It's also something of an eco-community. Green living isn't just a nice idea on Lord Howe; it's part of daily life. The island locals are dedicated to conserving water (supply is rainfall-dependent) and energy (electricity comes from a diesel-powered generator with fuel transported in steel containers to reduce the risk of a spill).

You can go a whole day without seeing a car, or needing one; even local businesspeople get around on bicycles. And transport back to your lodge is included when you dine at any of the island's fine restaurants.

Then there's the recycling system. Every public garbage bin on the island includes a section for food scraps as well as one for recyclables. All the island's organic waste - from homes, restaurants and public bins - plus sewage sludge, and paper and cardboard that has been shredded, go into a Vertical Composting Unit which creates compost that residents use on their gardens. It's the first time such a system has been used in an isolated community with World Heritage status.

Recyclable plastics, aluminium and glass are taken off the island and sold, which helps pay for the freight. Plastics and other nonrecyclables are compacted and shipped to a rubbish tip on the mainland. There's a userpays system to discourage dumping of household junk such as TV sets and old bicycles. And to encourage re-use of containers there's a Co-op store that stocks food and cleaning products.

It's sponsored by the Lord Howe Island Board - the island equivalent of a local council - which reports directly to the NSW Minister for Climate Change, Environment and Water.
Lord Howe also leads the world in the eradication of noxious weeds and feral animals. The Board conducts compulsory inspections of people's properties with the goal of ridding the island of noxious weeds. Teams of six to 12 "weeders" go up into the mountains and hills every day to remove cherry guava, the worst weed on the island.

Thanks to $1.8 million in federal funding, in the last two years, 600,000 cherry guava trees have been removed.

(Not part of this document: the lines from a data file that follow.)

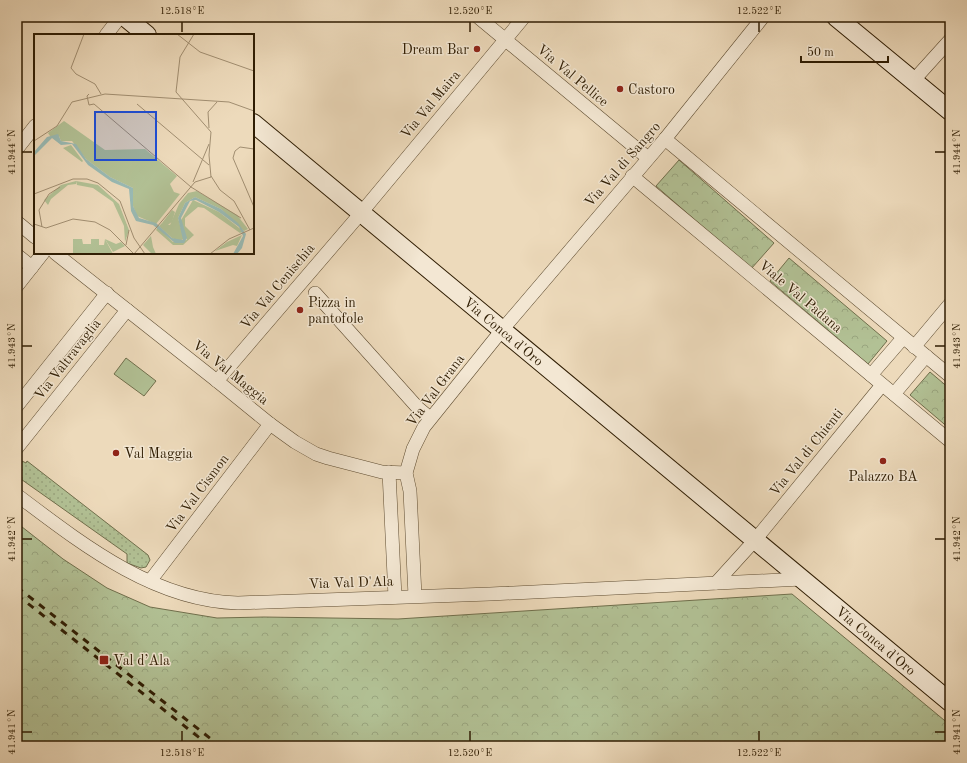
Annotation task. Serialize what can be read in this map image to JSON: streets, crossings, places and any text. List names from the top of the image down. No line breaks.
{"streets":{"street":["Via Val Pellice","Via Val Maira","Via Val di Sangro","Via Val Cenischia","Viale Val Padana","Via Conca d'Oro","Via Valtravaglia","Via Val Maggia","Via Val Grana","Via Val di Chienti","Via Val Cismon","Via Val D'Ala"]},"crossings":[["Via Val Pellice","Via Val Maira"],["Via Val Pellice","Via Val di Sangro"],["Via Val Maira","Via Val Cenischia"],["Via Val Maira","Via Conca d'Oro"],["Via Val di Sangro","Viale Val Padana"],["Via Val di Sangro","Via Conca d'Oro"],["Via Val di Sangro","Via Val Grana"],["Via Val Cenischia","Via Conca d'Oro"],["Via Val Cenischia","Via Val Maggia"],["Viale Val Padana","Via Val di Chienti"],["Via Conca d'Oro","Via Val Grana"],["Via Conca d'Oro","Via Val di Chienti"],["Via Conca d'Oro","Via Val D'Ala"],["Via Valtravaglia","Via Val Maggia"],["Via Val Maggia","Via Val Grana"],["Via Val Maggia","Via Val Cismon"],["Via Val Grana","Via Val D'Ala"],["Via Val di Chienti","Via Val D'Ala"],["Via Val Cismon","Via Val D'Ala"]],"places":{"other":["Dream Bar","Castoro","Pizza in pantofole","Val Maggia","Palazzo BA"],"transit":["Val d’Ala"]},"scale_bar":"50 m","coordinates":["12.518°E","12.520°E","12.522°E","41.944°N","41.943°N","41.942°N","41.941°N"]}
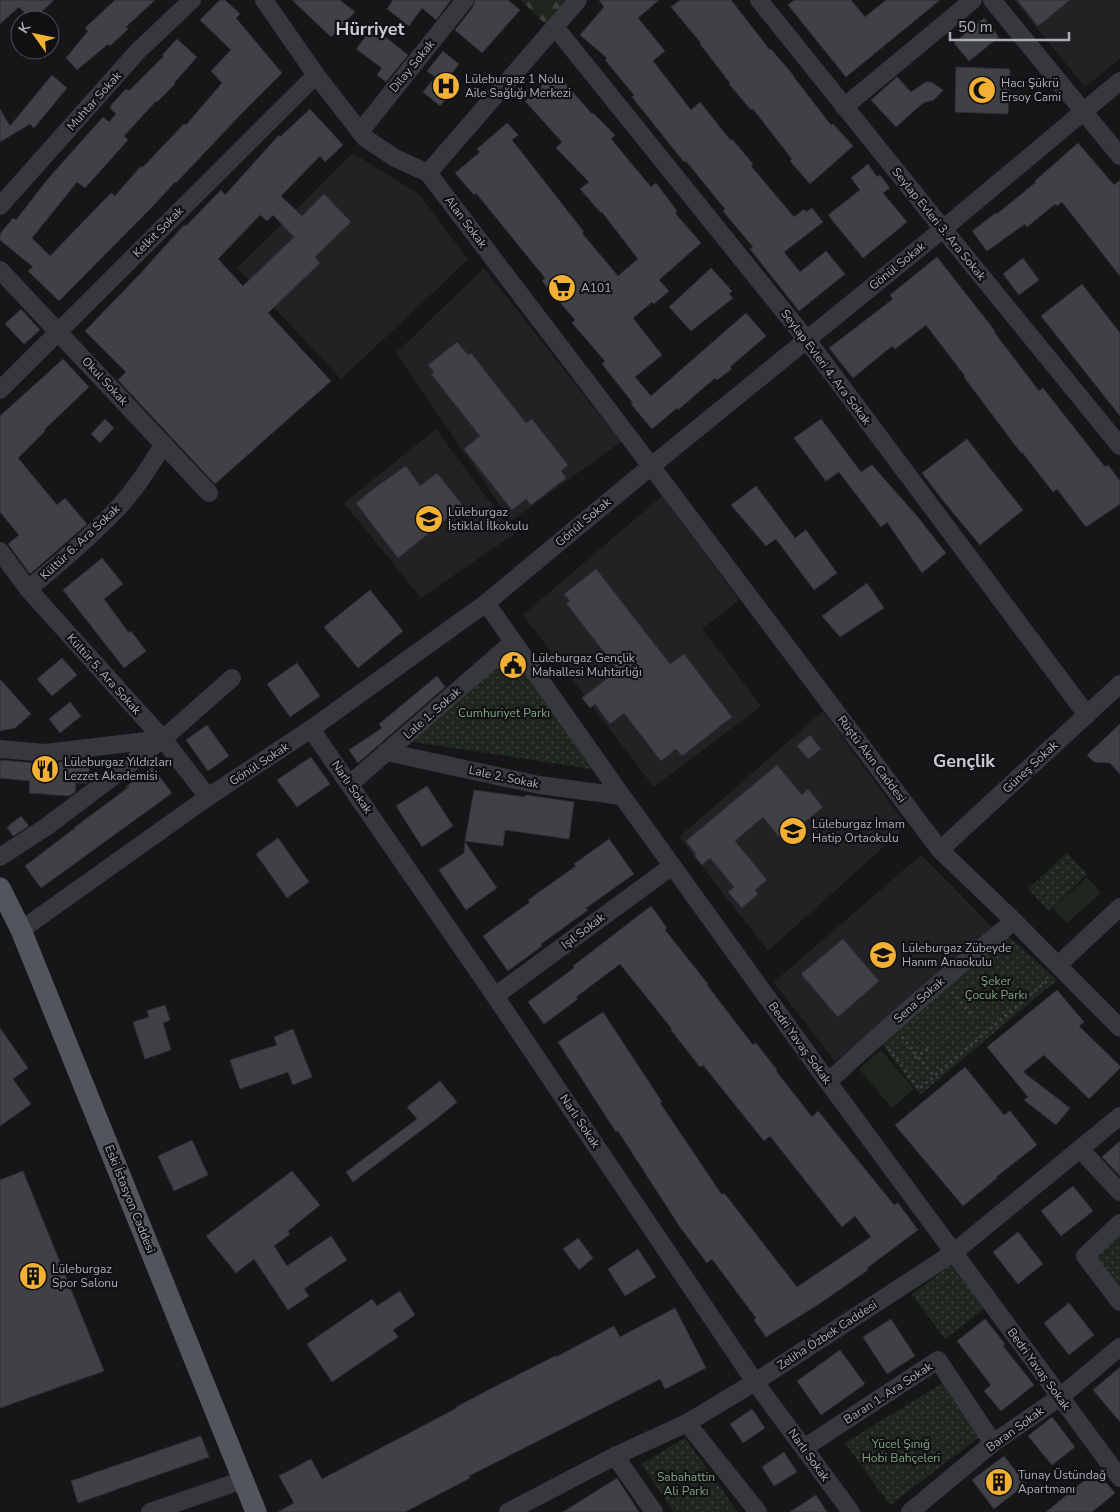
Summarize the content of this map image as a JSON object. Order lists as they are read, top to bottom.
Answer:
{
  "streets": {
    "main road": ["Eski İstasyon Caddesi"],
    "street": [
      "Dilay Sokak",
      "Muhtar Sokak",
      "Alan Sokak",
      "Seylap Evleri 3. Ara Sokak",
      "Kelkit Sokak",
      "Gönül Sokak",
      "Seylap Evleri 4. Ara Sokak",
      "Okul Sokak",
      "Kültür 6. Ara Sokak",
      "Kültür 5. Ara Sokak",
      "Lale 1. Sokak",
      "Rüştü Akın Caddesi",
      "Güneş Sokak",
      "Lale 2. Sokak",
      "Narlı Sokak",
      "Işıl Sokak",
      "Sena Sokak",
      "Bedri Yavaş Sokak",
      "Zeliha Özbek Caddesi",
      "Baran 1. Ara Sokak",
      "Baran Sokak"
    ]
  },
  "crossings": [
    ["Dilay Sokak", "Alan Sokak"],
    ["Alan Sokak", "Kelkit Sokak"],
    ["Alan Sokak", "Gönül Sokak"],
    ["Alan Sokak", "Rüştü Akın Caddesi"],
    ["Seylap Evleri 3. Ara Sokak", "Gönül Sokak"],
    ["Kelkit Sokak", "Okul Sokak"],
    ["Gönül Sokak", "Seylap Evleri 4. Ara Sokak"],
    ["Gönül Sokak", "Kültür 5. Ara Sokak"],
    ["Gönül Sokak", "Rüştü Akın Caddesi"],
    ["Gönül Sokak", "Narlı Sokak"],
    ["Gönül Sokak", "Bedri Yavaş Sokak"],
    ["Gönül Sokak", "Eski İstasyon Caddesi"],
    ["Seylap Evleri 4. Ara Sokak", "Güneş Sokak"],
    ["Okul Sokak", "Kültür 6. Ara Sokak"],
    ["Kültür 6. Ara Sokak", "Kültür 5. Ara Sokak"],
    ["Lale 1. Sokak", "Lale 2. Sokak"],
    ["Lale 1. Sokak", "Narlı Sokak"],
    ["Lale 1. Sokak", "Bedri Yavaş Sokak"],
    ["Rüştü Akın Caddesi", "Güneş Sokak"],
    ["Rüştü Akın Caddesi", "Sena Sokak"],
    ["Lale 2. Sokak", "Bedri Yavaş Sokak"],
    ["Narlı Sokak", "Işıl Sokak"],
    ["Narlı Sokak", "Zeliha Özbek Caddesi"],
    ["Narlı Sokak", "Baran 1. Ara Sokak"],
    ["Işıl Sokak", "Bedri Yavaş Sokak"],
    ["Sena Sokak", "Bedri Yavaş Sokak"],
    ["Bedri Yavaş Sokak", "Zeliha Özbek Caddesi"],
    ["Bedri Yavaş Sokak", "Baran Sokak"],
    ["Baran 1. Ara Sokak", "Baran Sokak"]
  ],
  "districts": ["Hürriyet", "Gençlik"],
  "parks": [
    "Cumhuriyet Parkı",
    "Şeker Çocuk Parkı",
    "Yücel Şınığ Hobi Bahçeleri",
    "Sabahattin Ali Parkı"
  ],
  "places": {
    "hospital": ["Lüleburgaz 1 Nolu Aile Sağlığı Merkezi"],
    "mosque": ["Hacı Şükrü Ersoy Cami"],
    "supermarket": ["A101"],
    "school or university": ["Lüleburgaz İstiklal İlkokulu", "Lüleburgaz İmam Hatip Ortaokulu", "Lüleburgaz Zübeyde Hanım Anaokulu"],
    "public building": ["Lüleburgaz Gençlik Mahallesi Muhtarlığı"],
    "restaurant": ["Lüleburgaz Yıldızları Lezzet Akademisi"],
    "building": ["Lüleburgaz Spor Salonu", "Tunay Üstündağ Apartmanı"]
  },
  "scale_bar": "50 m",
  "north": "top left"
}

Asparagus fern, another voracious weed, is targeted by the island's popular Weeding Ecotours.

Since 1999, there have been no feral pigs, goats or cats on the island either, so species such as the Lord Howe island woodhen, one of the rarest birds in the world, have been able to make a comeback from the brink of extinction. The Lord Howe Island phasmid, the world's largest stick insect, is also on its way back. Since its rediscovery in 2001, it has been in a captive breeding program at Melbourne Zoo and will be reintroduced to Lord Howe when rats are eradicated, sometime in the next few years.

Mountain time

On our last day we climbed Mt Gower (875m), the "Everest of Lord Howe", to experience the island's ruggedness first hand. With much of the track unmarked and sections so steep that fixed ropes have been put in to help you climb up (and down) it's no wonder the walk takes a solid eight hours.

But it's worth it. At the top, we were rewarded with views of Ball's Pyramid, a volcanic sea stack which rises eerily from the sea mist 23 km away, and cool cloud forest - Lord Howe is one of only a handful of islands in the world to have a true cloud forest. It's a miniature fairy glen of mosses, ferns and epiphytes, the kind of place Gollum from The Lord of the Rings might inhabit.

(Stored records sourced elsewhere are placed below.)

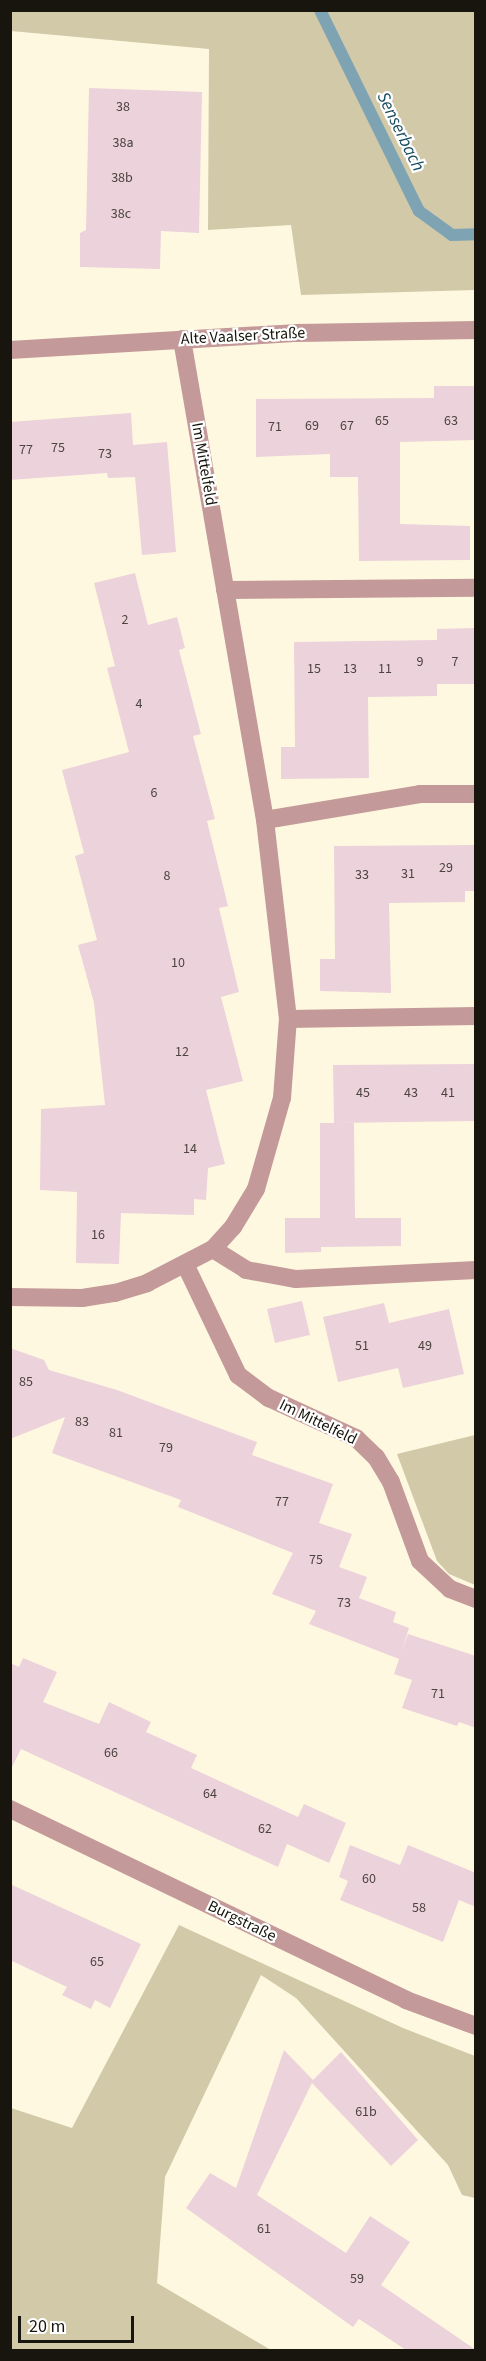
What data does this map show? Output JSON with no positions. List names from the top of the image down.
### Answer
{
  "streets": {
    "street": ["Alte Vaalser Straße", "Im Mittelfeld", "Burgstraße"]
  },
  "crossings": [
    ["Alte Vaalser Straße", "Im Mittelfeld"]
  ],
  "water": ["Senserbach"],
  "house_numbers": [
    "38",
    "38a",
    "38b",
    "38c",
    "65",
    "63",
    "69",
    "67",
    "71",
    "75",
    "77",
    "73",
    "2",
    "9",
    "7",
    "15",
    "13",
    "11",
    "4",
    "6",
    "29",
    "31",
    "33",
    "8",
    "10",
    "12",
    "45",
    "43",
    "41",
    "14",
    "16",
    "51",
    "49",
    "85",
    "83",
    "81",
    "79",
    "77",
    "75",
    "73",
    "71",
    "66",
    "64",
    "62",
    "60",
    "58",
    "65",
    "61b",
    "61",
    "59"
  ],
  "scale_bar": "20 m"
}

That evening, back .at sea level, I stepped outside to savour the night air and the stars. Oh, the stars! The island is so far from any city that the night was star-spangled like a desert sky. As if I needed another reason to love Lord Howe.

Fast facts

Getting there: Lord Howe Island is 700km north-east of Sydney. QantasLink flies daily from Sydney and Brisbane (www.qantas.com.au).

Where to stay: Earl's Anchorage is one of the greenest accommodation options on the island. Its sustainable design ideas are based on lightweight construction and energy efficiency; there's solar hot water, with excess electricity stored in a battery bank, and greywater is treated and recycled on site (02 6563 2029, www.earlsanchorage.com.au). Pinetrees is the oldest and most central guest house (02 6563 2177, www.pinetrees.com.au). At the luxury end of the spectrum there's Arajilla (02 6563 2002, www.arajilla.com.au) and Capella Lodge (02 9918 4355, www.lordhowe.com). Camping is not permitted.

Howe to have fun

• Go swimming, snorkelling or sea kayaking, or take a sunset cruise on the lagoon with Islander Cruises (02 6563 2021) and Howea Divers (02 6563 2290 or visit www.howeadivers.com.au).

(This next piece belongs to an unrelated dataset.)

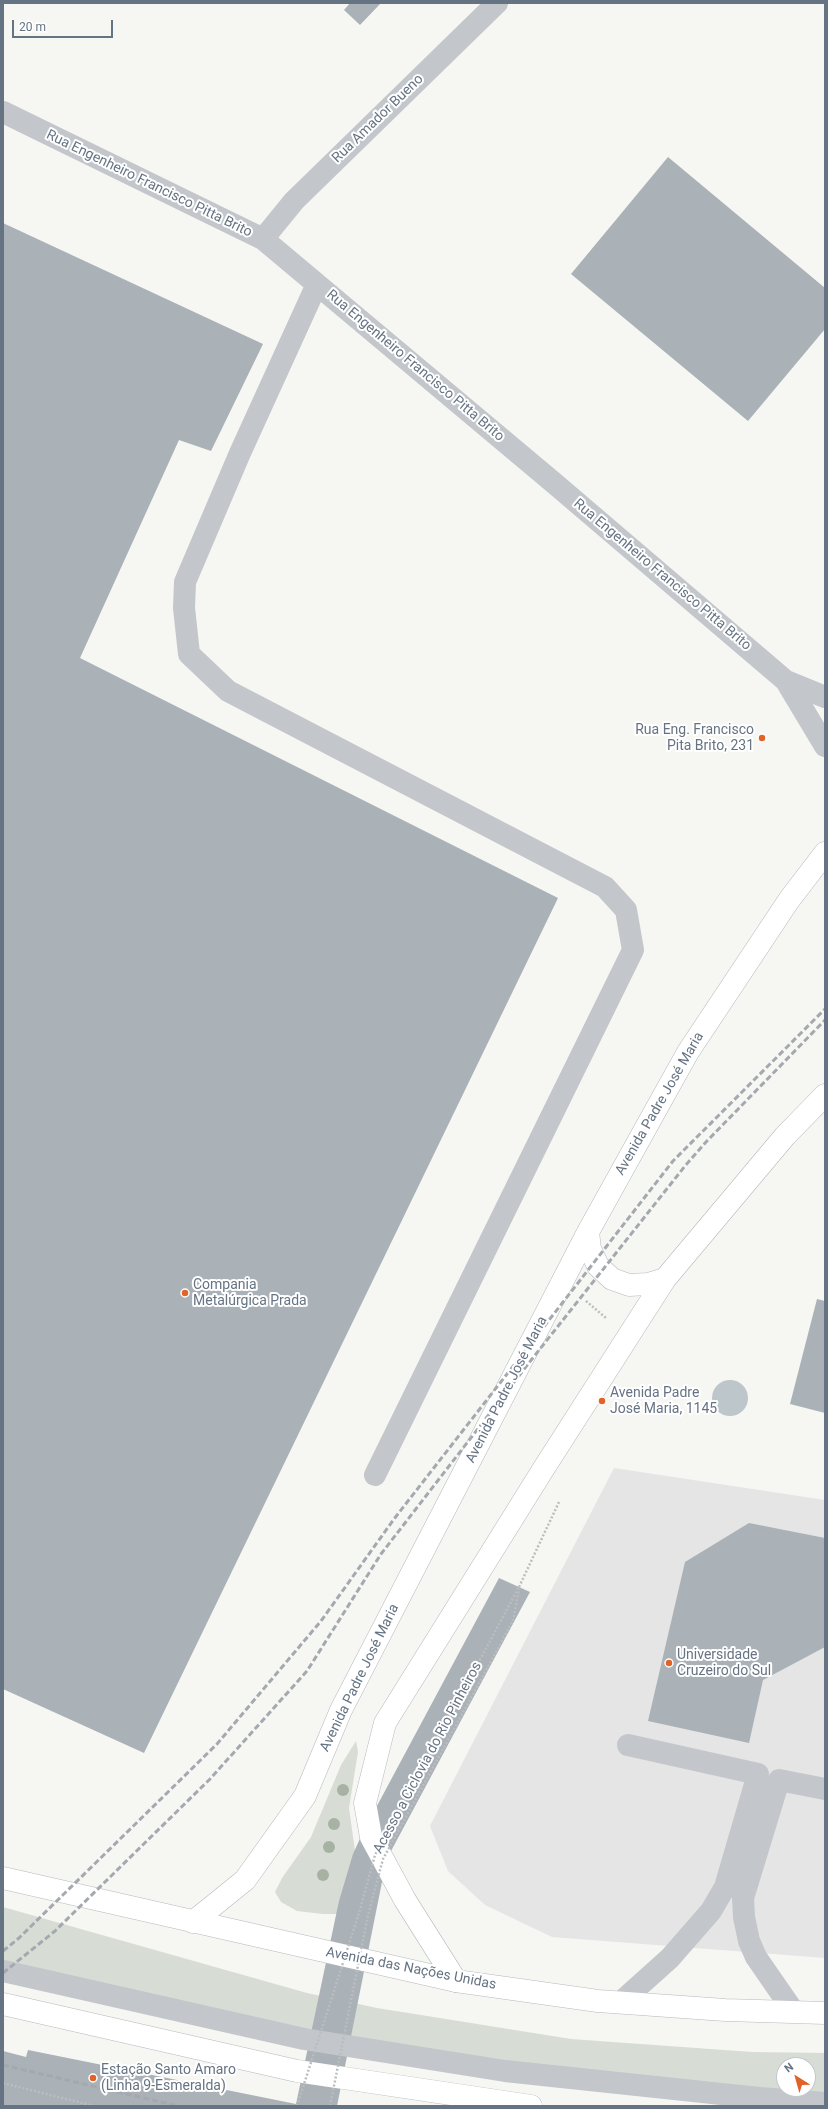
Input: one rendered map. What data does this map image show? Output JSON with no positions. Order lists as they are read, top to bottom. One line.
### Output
{"streets":{"main road":["Avenida Padre José Maria","Avenida das Nações Unidas"],"street":["Rua Amador Bueno","Rua Engenheiro Francisco Pitta Brito"],"path":["Acesso a Ciclovia do Rio Pinheiros"]},"crossings":[["Rua Amador Bueno","Rua Engenheiro Francisco Pitta Brito"],["Avenida Padre José Maria","Avenida das Nações Unidas"]],"places":["Rua Eng. Francisco Pita Brito, 231","Compania Metalúrgica Prada","Avenida Padre José Maria, 1145","Universidade Cruzeiro do Sul","Estação Santo Amaro (Linha 9-Esmeralda)"],"scale_bar":"20 m","north":"top left"}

• Feed the fish at Ned's Beach; BYO stale bread, wade in up to your knees and hand-feed dozens of metre-long kingfish, wrasse, silver drummer and various other species.

• Explore the island's 11 beautiful beaches, all easy biking distance from town. Ned's Beach was voted Australia's Cleanest Beach in 2004.

• Go birdwatching with Ian Hutton: visit www.lordhowe-tours.com.au. For a calendar of mating and nesting seasons for a number of bird species, see www.lordhoweisland.info.

• Walk one of the island's many trails. Pick up a copy of A Rambler's Guide to Lord Howe Island for $10 from the museum.

• Climb Mt Gower (access is with a licensed guide only). Contact Sea to Summit Expeditions (02 6563 2218, www.lordhoweisland.info/services/sea.htmi) or Lord Howe Environmental Tours (02 6563 2214, www.lordhoweisland.info/services/environ.html).

• Scuba dive more than 50 world-class sites, including Ball's Pyramid, with Islander Cruises and Howea Divers (see above).

• Lord Howe Island Museum is open 9am-3pm Mon-Fri, loam-2pm weekends; public talks 5.30pm on Sunday, Monday, Thursday and Friday.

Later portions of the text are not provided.